A team-based approach to conflict resolution is encouraged, which would gather the department staff in meetings and workshops for the betterment of communication and provide a platform for employees to voice opinions. Furthermore, organizational models such as Weick’s model can specifically help build communication and practice in a fair manner that does not exclude any staff members and can be helpful for understanding stress-related conflicts (Moreland, 2016).

I believe the best strategy would be to use a competent implementation plan that would provide initial information on the capabilities of the department to fulfill the new responsibility. This would have eliminated the tremendous pressure and initial causes of conflict.
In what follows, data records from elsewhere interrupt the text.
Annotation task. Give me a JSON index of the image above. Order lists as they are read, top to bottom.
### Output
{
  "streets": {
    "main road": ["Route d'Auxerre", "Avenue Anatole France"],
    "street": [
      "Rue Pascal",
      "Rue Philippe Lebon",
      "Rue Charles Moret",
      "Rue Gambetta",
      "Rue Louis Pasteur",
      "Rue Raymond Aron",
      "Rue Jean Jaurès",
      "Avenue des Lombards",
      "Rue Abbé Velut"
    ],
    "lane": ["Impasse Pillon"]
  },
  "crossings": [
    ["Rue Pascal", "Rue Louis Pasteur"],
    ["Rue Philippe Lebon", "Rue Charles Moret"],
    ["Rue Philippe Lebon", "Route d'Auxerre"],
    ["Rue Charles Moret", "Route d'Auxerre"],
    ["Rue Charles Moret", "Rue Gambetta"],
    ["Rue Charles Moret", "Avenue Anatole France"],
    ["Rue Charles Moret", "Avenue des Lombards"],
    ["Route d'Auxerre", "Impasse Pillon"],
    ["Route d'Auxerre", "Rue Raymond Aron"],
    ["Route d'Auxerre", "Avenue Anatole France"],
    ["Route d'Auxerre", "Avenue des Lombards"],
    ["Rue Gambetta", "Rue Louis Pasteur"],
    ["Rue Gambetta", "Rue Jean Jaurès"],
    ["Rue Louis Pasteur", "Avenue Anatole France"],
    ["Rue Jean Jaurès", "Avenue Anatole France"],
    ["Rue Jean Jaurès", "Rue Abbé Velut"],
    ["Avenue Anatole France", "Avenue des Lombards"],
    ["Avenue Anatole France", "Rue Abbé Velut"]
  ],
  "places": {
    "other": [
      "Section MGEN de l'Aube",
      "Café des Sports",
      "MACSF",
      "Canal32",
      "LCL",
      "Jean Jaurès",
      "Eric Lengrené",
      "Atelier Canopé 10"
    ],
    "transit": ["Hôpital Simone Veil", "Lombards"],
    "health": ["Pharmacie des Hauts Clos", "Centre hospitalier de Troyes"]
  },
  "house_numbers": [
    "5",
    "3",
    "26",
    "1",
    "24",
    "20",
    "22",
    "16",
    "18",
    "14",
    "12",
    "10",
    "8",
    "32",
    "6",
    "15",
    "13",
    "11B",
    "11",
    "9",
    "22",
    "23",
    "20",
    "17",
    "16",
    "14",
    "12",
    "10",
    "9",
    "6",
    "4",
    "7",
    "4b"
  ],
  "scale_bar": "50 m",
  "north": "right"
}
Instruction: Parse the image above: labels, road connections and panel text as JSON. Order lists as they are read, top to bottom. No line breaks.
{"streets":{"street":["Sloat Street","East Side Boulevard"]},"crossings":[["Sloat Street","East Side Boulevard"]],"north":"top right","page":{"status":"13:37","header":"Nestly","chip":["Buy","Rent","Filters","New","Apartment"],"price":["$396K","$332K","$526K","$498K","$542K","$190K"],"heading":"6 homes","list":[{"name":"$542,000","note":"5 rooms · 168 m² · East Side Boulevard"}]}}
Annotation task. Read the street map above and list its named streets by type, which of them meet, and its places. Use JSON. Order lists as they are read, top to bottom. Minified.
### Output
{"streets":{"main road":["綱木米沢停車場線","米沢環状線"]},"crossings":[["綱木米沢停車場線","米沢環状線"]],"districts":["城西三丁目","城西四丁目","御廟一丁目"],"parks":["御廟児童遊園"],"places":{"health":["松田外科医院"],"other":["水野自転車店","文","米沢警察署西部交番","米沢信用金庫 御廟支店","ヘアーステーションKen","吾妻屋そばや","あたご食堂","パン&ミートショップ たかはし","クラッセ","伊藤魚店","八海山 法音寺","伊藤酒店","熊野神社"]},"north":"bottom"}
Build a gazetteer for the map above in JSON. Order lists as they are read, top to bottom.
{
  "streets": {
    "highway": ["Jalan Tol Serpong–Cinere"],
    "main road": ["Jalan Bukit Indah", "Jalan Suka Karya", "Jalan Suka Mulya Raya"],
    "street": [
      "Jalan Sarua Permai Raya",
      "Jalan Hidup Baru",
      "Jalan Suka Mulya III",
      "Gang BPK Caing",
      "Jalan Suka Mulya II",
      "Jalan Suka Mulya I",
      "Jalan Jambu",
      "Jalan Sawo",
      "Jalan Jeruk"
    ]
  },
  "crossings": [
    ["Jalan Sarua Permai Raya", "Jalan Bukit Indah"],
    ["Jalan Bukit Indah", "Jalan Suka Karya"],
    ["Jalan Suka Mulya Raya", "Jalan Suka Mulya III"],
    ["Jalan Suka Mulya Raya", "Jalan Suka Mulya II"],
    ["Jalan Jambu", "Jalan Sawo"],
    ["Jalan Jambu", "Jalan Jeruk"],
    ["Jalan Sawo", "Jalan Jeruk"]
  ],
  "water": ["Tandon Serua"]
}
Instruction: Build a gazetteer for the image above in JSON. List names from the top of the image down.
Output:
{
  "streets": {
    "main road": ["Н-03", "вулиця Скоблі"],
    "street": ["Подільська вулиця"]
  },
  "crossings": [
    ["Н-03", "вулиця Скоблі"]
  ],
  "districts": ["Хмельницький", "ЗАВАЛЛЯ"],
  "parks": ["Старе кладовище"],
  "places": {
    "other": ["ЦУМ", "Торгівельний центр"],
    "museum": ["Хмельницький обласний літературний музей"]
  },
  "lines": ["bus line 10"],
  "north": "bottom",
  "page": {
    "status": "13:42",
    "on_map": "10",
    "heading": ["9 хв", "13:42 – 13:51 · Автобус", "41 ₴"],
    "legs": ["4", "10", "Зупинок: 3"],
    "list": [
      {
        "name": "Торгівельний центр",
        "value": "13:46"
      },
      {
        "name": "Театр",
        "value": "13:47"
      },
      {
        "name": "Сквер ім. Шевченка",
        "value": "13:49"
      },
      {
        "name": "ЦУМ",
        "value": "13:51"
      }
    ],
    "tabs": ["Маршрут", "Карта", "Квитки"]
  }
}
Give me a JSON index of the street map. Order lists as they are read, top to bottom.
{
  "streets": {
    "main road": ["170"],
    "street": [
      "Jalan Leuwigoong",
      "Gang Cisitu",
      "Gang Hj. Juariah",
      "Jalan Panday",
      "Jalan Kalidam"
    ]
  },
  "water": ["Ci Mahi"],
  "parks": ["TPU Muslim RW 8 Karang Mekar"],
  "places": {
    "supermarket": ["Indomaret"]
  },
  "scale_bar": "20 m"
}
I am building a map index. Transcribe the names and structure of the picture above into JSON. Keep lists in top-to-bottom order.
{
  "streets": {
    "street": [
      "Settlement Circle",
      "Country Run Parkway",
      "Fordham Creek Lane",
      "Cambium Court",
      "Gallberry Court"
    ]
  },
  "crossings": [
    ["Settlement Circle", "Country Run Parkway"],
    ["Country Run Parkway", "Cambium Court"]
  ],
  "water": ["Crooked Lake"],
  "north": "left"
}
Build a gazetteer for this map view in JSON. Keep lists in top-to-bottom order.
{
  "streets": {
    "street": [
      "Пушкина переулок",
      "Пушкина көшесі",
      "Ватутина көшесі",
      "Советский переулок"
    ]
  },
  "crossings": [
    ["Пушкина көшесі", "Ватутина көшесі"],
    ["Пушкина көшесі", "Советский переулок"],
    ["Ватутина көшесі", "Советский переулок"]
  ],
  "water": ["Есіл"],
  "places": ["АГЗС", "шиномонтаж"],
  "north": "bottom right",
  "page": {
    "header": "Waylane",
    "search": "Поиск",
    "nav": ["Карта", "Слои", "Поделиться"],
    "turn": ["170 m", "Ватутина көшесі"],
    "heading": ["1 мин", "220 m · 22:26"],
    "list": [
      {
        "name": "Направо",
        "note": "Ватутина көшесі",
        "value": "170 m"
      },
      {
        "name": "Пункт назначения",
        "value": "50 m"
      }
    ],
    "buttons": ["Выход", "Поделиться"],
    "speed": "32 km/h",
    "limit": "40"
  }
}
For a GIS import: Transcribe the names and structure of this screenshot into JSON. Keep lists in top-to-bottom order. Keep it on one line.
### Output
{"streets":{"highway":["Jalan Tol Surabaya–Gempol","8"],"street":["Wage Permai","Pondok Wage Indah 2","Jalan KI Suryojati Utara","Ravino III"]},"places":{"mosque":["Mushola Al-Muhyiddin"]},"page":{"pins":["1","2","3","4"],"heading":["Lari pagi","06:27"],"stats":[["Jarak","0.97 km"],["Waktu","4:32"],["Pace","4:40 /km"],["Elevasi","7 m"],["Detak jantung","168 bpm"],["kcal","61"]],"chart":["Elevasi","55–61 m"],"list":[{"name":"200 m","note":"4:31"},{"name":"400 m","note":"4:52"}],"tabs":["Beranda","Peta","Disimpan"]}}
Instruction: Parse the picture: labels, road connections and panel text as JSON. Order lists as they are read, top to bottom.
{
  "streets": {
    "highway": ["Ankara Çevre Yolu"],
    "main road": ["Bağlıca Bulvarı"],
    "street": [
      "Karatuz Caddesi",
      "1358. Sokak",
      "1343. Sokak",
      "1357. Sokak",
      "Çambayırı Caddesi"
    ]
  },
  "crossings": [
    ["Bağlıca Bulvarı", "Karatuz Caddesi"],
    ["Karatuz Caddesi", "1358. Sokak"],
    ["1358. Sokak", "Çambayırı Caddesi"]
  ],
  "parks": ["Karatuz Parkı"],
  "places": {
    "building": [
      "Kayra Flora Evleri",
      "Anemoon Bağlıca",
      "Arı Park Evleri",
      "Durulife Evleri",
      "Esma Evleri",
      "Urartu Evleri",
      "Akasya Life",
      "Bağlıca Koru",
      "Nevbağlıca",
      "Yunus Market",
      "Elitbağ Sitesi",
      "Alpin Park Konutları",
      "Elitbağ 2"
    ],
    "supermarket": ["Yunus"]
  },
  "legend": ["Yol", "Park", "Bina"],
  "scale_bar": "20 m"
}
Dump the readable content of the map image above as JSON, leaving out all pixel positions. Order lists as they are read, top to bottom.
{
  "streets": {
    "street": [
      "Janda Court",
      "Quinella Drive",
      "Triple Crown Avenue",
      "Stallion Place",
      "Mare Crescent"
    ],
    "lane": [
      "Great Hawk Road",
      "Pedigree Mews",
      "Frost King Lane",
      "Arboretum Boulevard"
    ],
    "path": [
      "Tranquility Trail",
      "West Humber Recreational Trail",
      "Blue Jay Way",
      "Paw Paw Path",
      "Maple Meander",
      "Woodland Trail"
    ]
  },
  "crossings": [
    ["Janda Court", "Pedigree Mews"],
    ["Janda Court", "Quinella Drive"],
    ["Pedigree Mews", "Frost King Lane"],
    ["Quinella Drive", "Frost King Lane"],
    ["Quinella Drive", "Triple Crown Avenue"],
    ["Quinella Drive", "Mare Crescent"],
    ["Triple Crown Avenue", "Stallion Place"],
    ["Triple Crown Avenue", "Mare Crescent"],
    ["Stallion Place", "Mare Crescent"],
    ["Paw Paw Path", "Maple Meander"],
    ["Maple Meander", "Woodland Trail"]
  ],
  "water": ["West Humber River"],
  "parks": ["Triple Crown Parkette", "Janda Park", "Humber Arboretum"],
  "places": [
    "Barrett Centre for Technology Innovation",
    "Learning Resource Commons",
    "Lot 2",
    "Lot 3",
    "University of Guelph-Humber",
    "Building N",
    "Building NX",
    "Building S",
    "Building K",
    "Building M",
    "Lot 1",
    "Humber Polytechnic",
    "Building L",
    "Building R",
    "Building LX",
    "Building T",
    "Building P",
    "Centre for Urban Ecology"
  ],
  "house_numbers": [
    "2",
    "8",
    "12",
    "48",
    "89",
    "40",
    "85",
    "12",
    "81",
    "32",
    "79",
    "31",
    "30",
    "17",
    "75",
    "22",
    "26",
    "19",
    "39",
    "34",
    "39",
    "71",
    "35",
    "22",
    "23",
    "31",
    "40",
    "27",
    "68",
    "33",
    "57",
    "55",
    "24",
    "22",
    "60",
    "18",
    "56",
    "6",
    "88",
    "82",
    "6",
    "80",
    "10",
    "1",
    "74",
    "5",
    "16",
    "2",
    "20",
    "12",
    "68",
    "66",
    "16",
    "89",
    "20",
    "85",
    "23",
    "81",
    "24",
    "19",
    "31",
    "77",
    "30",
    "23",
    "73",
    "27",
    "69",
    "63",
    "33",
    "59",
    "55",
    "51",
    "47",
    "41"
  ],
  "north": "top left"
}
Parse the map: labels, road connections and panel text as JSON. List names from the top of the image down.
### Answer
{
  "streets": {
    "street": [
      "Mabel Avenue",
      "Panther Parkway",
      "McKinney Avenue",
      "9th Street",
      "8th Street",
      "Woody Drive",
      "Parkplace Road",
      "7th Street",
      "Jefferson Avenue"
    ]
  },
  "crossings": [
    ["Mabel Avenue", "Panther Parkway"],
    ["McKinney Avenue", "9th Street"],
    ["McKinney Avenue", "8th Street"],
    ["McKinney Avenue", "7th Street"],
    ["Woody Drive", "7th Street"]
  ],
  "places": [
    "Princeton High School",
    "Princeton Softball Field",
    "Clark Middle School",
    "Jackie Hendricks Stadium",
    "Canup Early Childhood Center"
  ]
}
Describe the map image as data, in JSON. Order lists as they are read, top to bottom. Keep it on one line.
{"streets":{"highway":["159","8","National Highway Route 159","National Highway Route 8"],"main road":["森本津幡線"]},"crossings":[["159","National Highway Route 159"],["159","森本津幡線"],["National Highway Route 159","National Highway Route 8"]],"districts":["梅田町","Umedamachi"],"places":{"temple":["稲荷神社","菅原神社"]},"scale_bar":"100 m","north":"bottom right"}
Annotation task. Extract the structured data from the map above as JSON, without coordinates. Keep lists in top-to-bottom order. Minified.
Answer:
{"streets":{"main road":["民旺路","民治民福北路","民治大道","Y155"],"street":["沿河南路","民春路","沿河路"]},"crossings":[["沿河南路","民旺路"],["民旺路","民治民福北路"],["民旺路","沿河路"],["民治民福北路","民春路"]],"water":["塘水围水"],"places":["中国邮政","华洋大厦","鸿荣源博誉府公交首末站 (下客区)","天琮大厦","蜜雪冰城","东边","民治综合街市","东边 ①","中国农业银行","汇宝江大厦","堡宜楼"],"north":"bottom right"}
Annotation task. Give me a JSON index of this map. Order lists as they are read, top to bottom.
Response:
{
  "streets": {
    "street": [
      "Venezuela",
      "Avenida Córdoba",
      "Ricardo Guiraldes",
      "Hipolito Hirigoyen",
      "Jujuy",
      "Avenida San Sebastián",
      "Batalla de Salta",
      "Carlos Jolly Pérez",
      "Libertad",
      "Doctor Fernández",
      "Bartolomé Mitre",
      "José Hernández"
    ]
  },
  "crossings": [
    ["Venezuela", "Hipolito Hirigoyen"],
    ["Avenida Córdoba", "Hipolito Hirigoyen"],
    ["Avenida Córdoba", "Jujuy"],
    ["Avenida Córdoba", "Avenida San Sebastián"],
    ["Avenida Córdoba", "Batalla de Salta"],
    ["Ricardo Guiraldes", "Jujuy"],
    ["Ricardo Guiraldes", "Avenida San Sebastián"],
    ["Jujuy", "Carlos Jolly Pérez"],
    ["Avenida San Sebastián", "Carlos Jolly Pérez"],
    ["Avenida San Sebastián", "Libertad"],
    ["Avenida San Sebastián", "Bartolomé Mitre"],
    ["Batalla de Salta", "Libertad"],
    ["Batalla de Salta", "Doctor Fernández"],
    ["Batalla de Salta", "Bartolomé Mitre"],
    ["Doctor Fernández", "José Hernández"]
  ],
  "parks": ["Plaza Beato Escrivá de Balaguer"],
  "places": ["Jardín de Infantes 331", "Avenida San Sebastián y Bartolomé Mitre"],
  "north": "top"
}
Cooperation with leadership is critical since conflict management style, and a strong leadership role can be helpful to the resolution of disputes, providing a supportive work environment, and decreasing work stress. However, a combination of various leadership styles and different approaches to the situation can be effective at conflict management, as transformational or transactional models are used (Saeed, Almas, Anis-Ul-Haq, & Niazi, 2014). Nursing leaders can bridge a compromise between hospital administration and frontline staff. Therefore, collaboration is critical to achieving an appropriate conflict resolution.

Summary

Conflict can have significant negative consequences in the workplace, leading to poor communication and a drop in performance. The described scenario describes an issue of delegation and inadequate planning of interventions from the hospital which placed nurses in situations of having to sacrifice care for patients. Immense pressure and interpersonal disagreements led to the conflict until strategies such as better communication and stronger leadership were used to resolve the differences. From this experience, I learned that conflict is inevitable in hospital settings which often places nurses in high-stress environments.

However, conflicts can be managed through team collaboration and working with administration to ensure that the necessary resources are available to fulfill the tasks without compromising patient care. Finally, a strong leadership role is effective at uniting teams towards a common objective and overcoming their differences.

References

Agency for Healthcare Research and Quality. (n.d.). How do we implement best practices in our organization? (continued). Web.

Edwards, S. T., Helfrich, C. D., Grembowski, D., Hulen, E., Clinton, W. L., Wood, G. B.,… Stewart, G. (2018). Task delegation and burnout trade-offs among primary care providers and nurses in veteran’s affairs patient aligned care teams (VA PACTs). The Journal of the American Board of Family Medicine, 31(1), 83-93. Web.

Marques, F., Lourenço, P. R., Dimas, I. D., & Rebelo, T. (2015). The Relationship Between Types of Conflict, Conflict Handling Strategies and Group Effectiveness. Journal of Spatial and Organizational Dynamics, 3(1), 58-77. Web.

McKibben, L. (2017). Conflict management: importance and implications. British Journal of Nursing, 26(2), 100-103. Web.

Moreland, J. J. (2016). Conflict and Stress in Hospital Nursing: Improving Communicative Responses to Enduring Professional Challenges. Health Communication, 31(7), 815-823. Web.

Saeed, T., Almas, S., Anis-Ul-Haq, M., & Niazi, G. (2014). Leadership styles: Relationship with conflict management styles. International Journal of Conflict Management, 25(3), 214-225. Web.